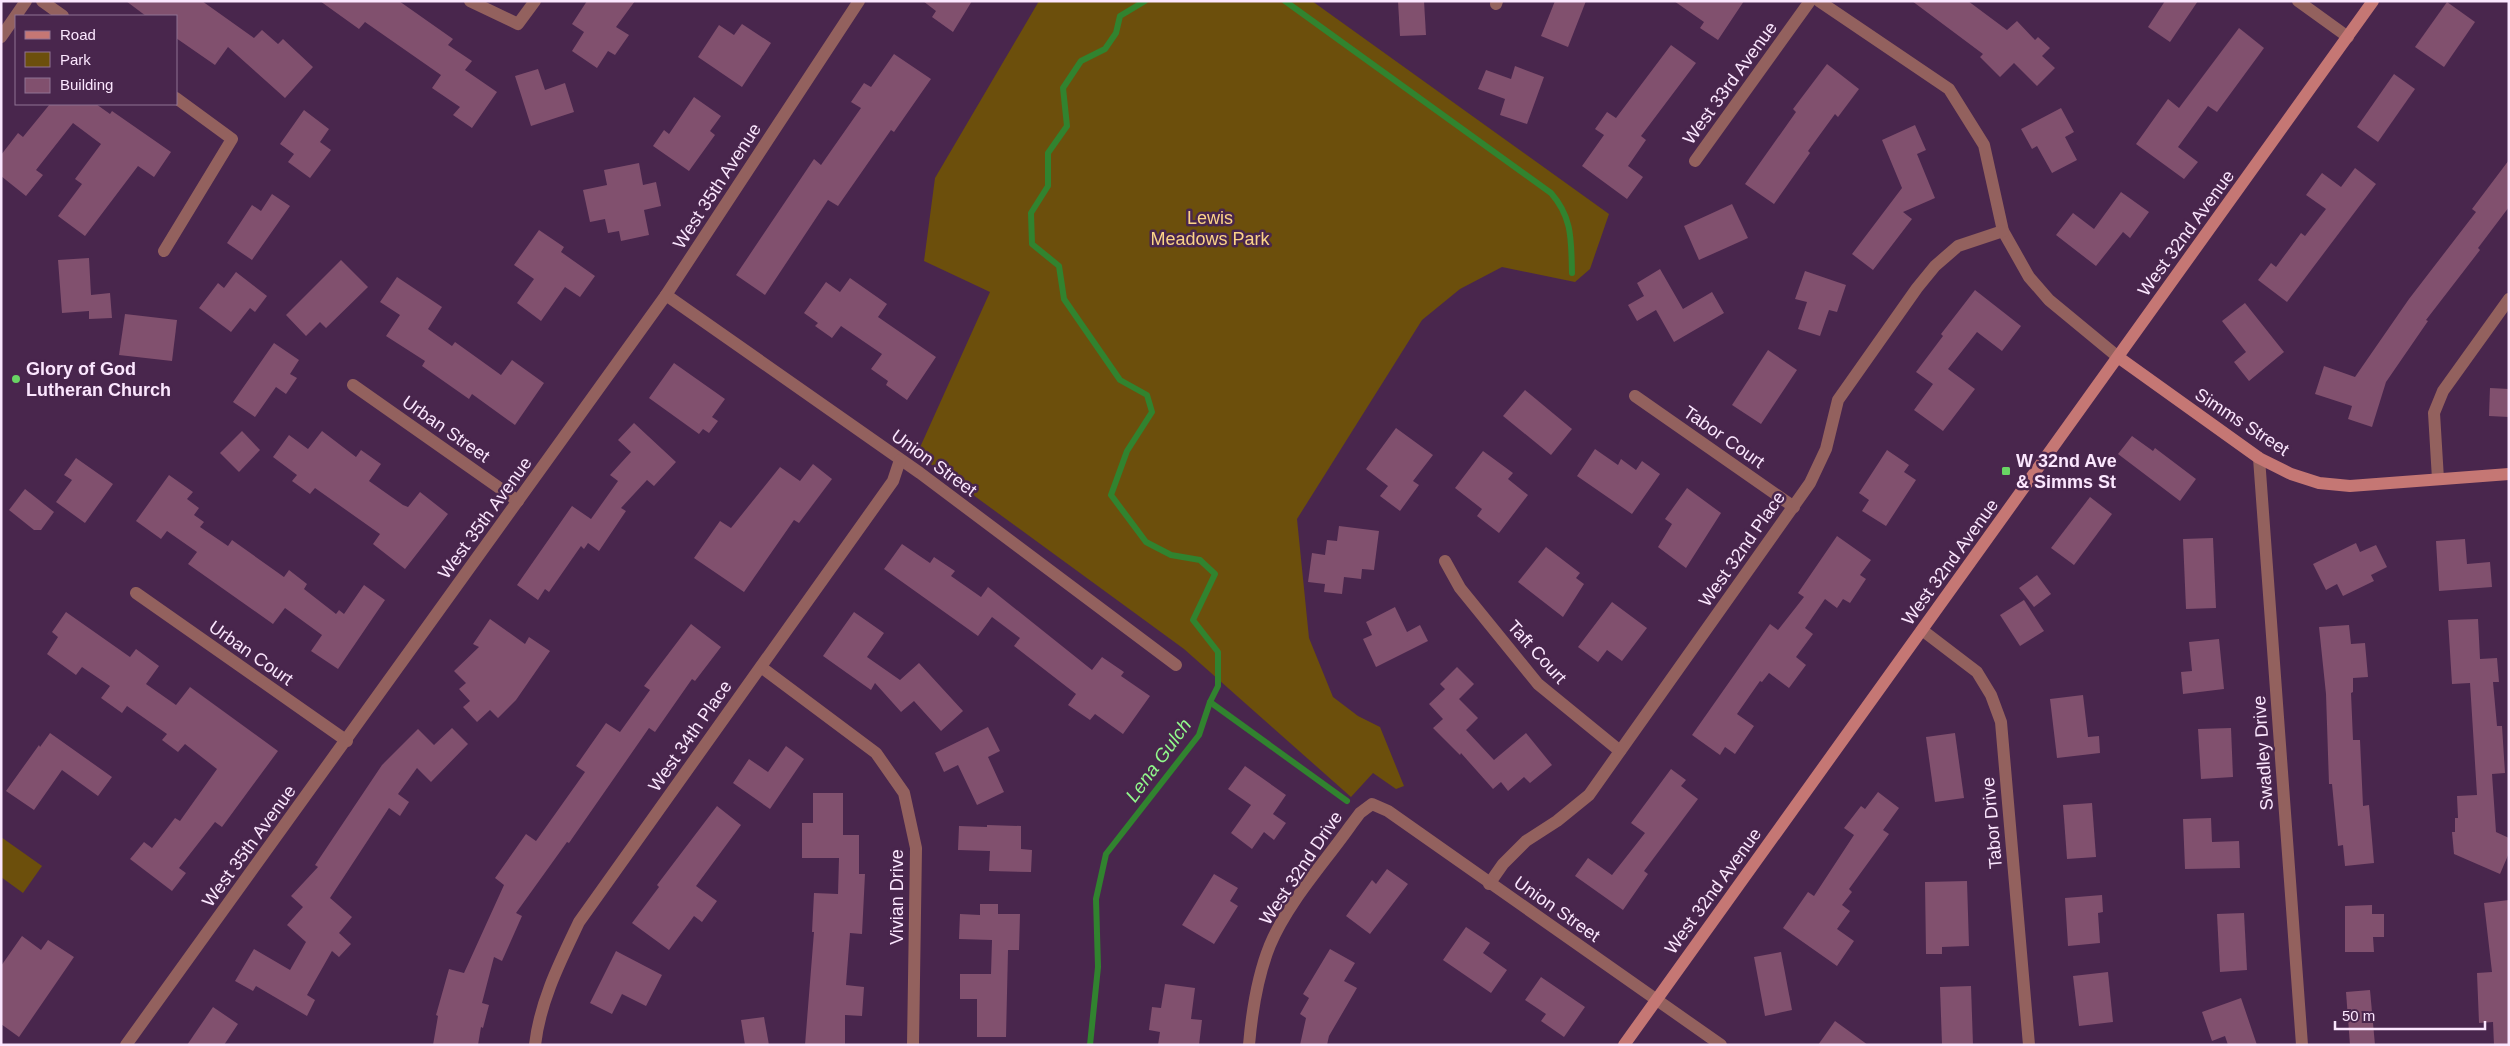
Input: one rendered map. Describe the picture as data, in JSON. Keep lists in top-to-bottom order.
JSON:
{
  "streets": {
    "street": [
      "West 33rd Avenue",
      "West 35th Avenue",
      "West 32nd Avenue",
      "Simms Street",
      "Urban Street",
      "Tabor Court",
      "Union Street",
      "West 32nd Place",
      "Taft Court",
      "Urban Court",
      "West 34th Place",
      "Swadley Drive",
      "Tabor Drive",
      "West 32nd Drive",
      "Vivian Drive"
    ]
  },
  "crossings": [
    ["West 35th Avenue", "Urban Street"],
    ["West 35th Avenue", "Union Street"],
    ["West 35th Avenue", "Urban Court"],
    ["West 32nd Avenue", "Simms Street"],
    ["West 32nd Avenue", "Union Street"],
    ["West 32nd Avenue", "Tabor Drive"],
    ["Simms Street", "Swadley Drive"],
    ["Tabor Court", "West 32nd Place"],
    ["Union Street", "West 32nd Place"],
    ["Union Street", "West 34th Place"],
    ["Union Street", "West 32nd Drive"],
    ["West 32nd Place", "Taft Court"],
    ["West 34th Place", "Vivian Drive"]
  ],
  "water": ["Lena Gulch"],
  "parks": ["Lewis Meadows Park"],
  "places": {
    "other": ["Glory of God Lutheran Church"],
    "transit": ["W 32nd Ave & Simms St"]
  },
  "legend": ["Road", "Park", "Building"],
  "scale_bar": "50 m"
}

::::::

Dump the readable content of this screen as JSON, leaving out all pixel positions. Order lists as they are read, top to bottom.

::::::

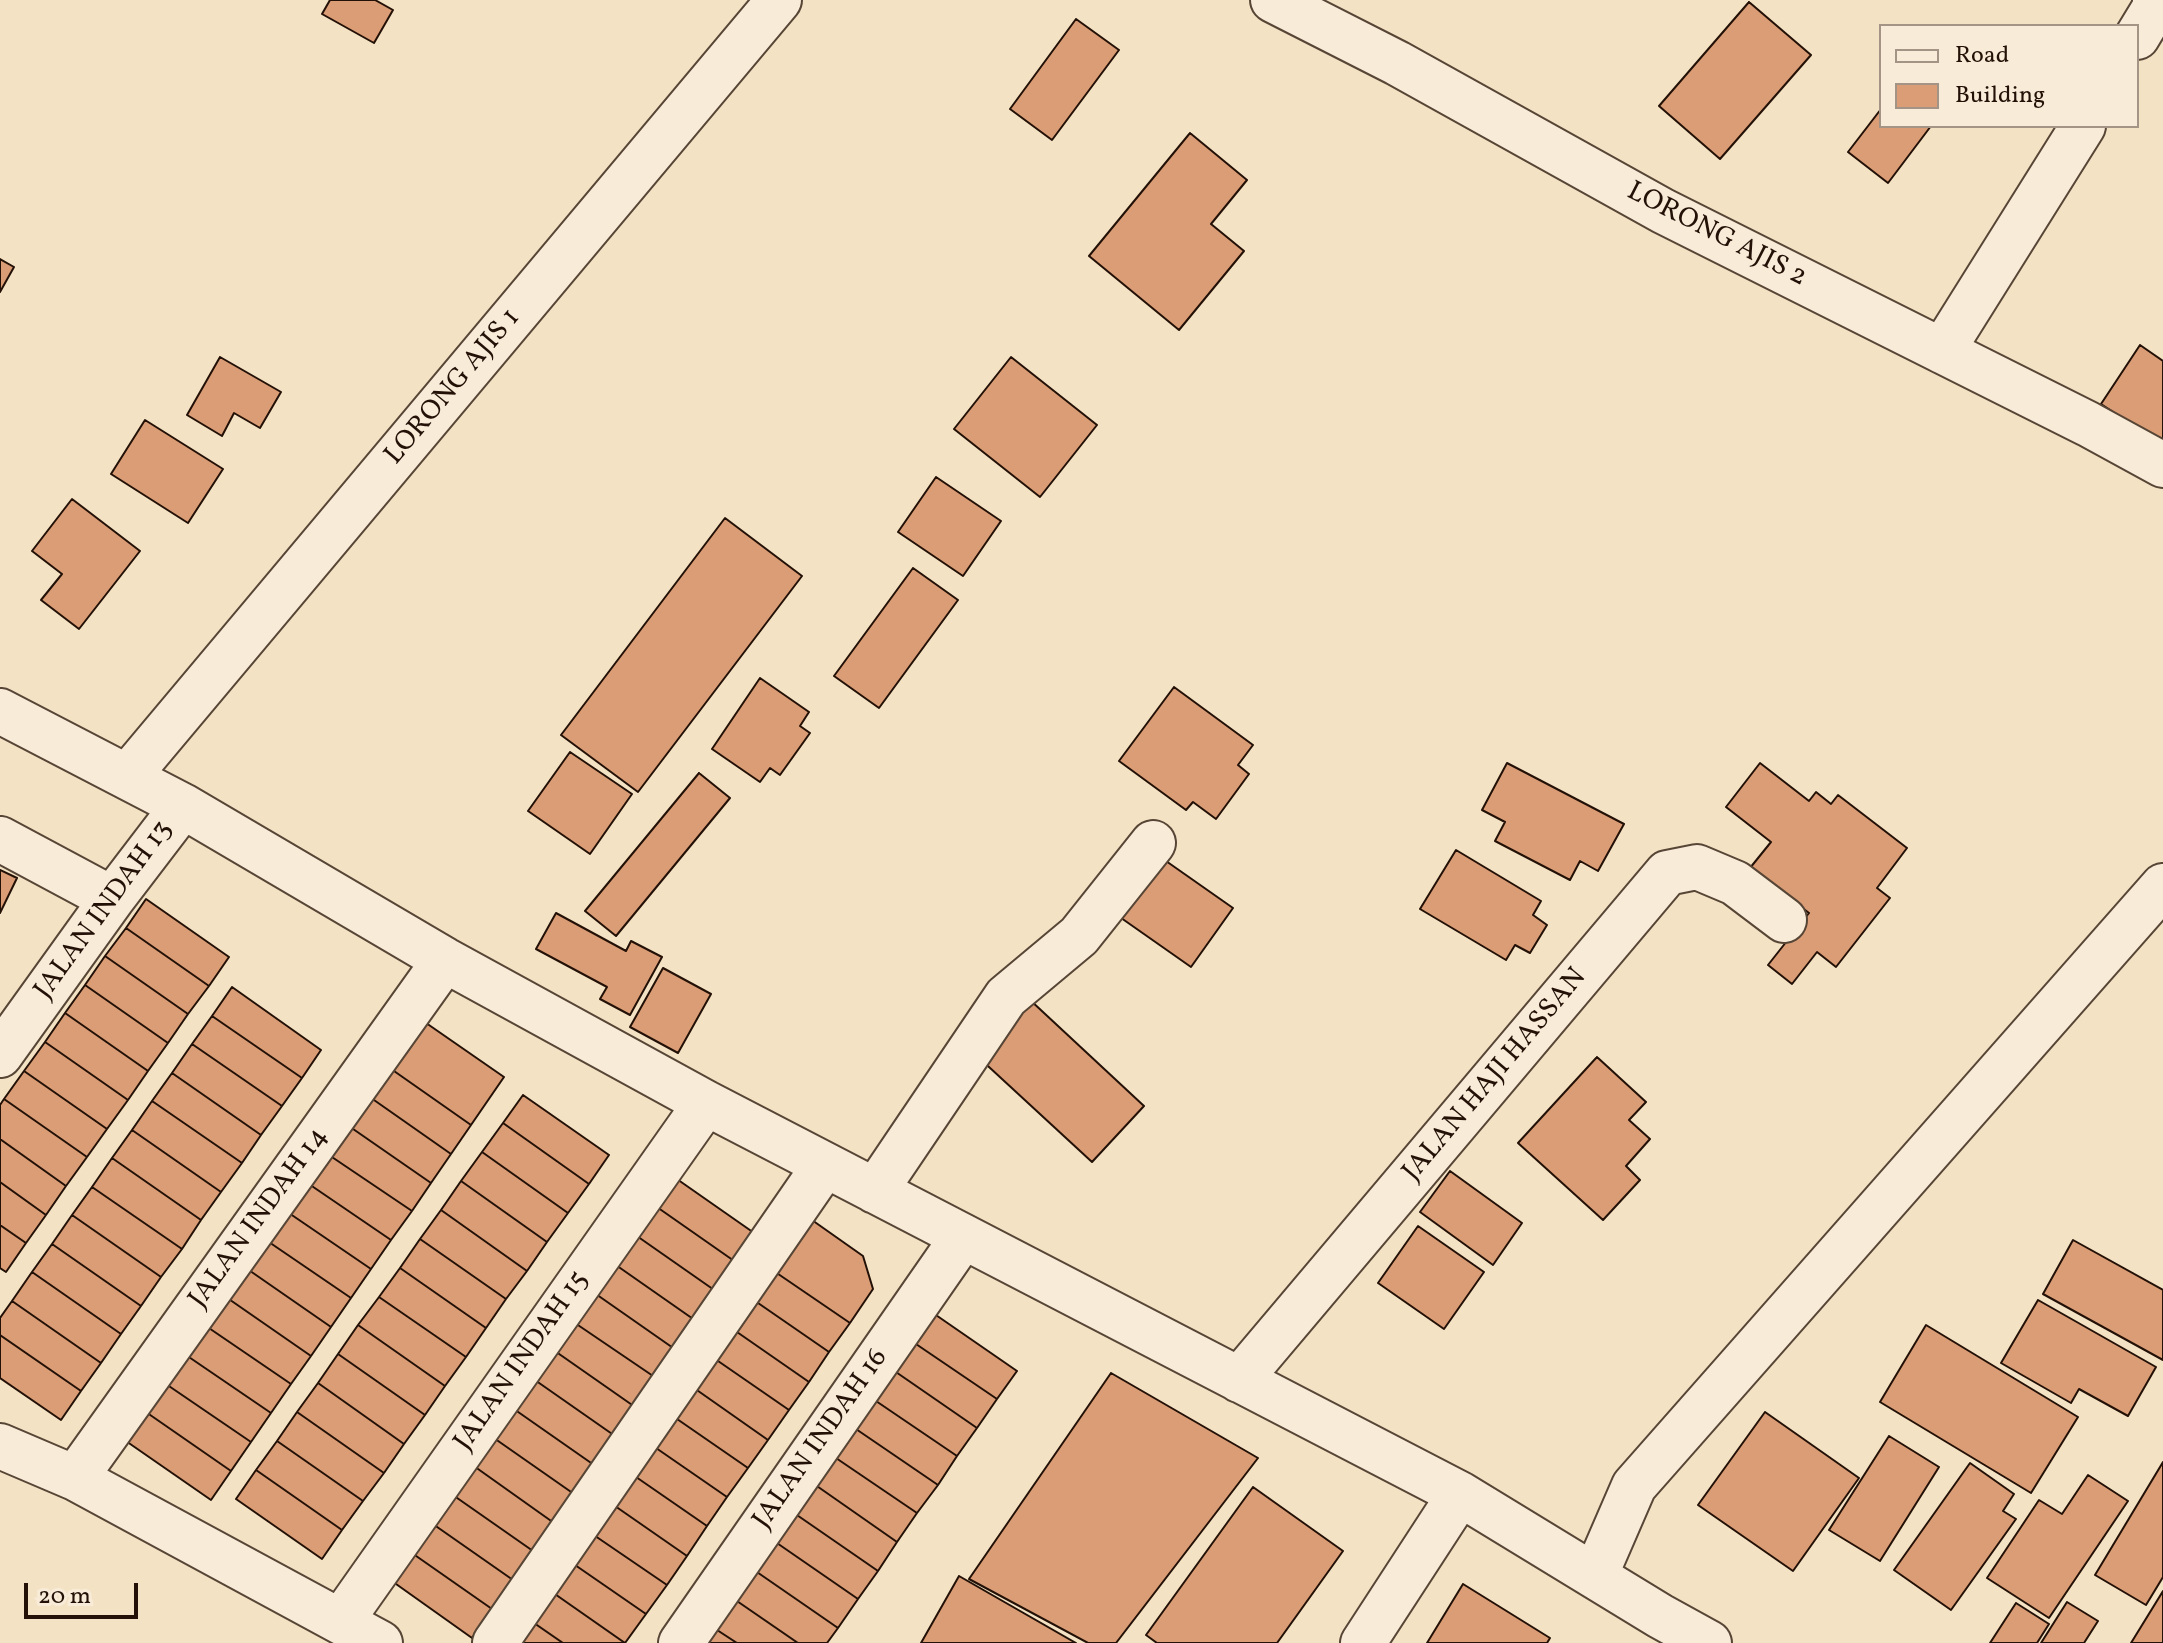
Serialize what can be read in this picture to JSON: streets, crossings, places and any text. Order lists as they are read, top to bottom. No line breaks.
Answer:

::::::

→ Exercise
Each line of the data that has the string "this" should be returned.

→ Solved exercise
Dump the readable content of this screen as JSON, leaving out all pixel positions. Order lists as they are read, top to bottom.
Serialize what can be read in this picture to JSON: streets, crossings, places and any text. Order lists as they are read, top to bottom. No line breaks.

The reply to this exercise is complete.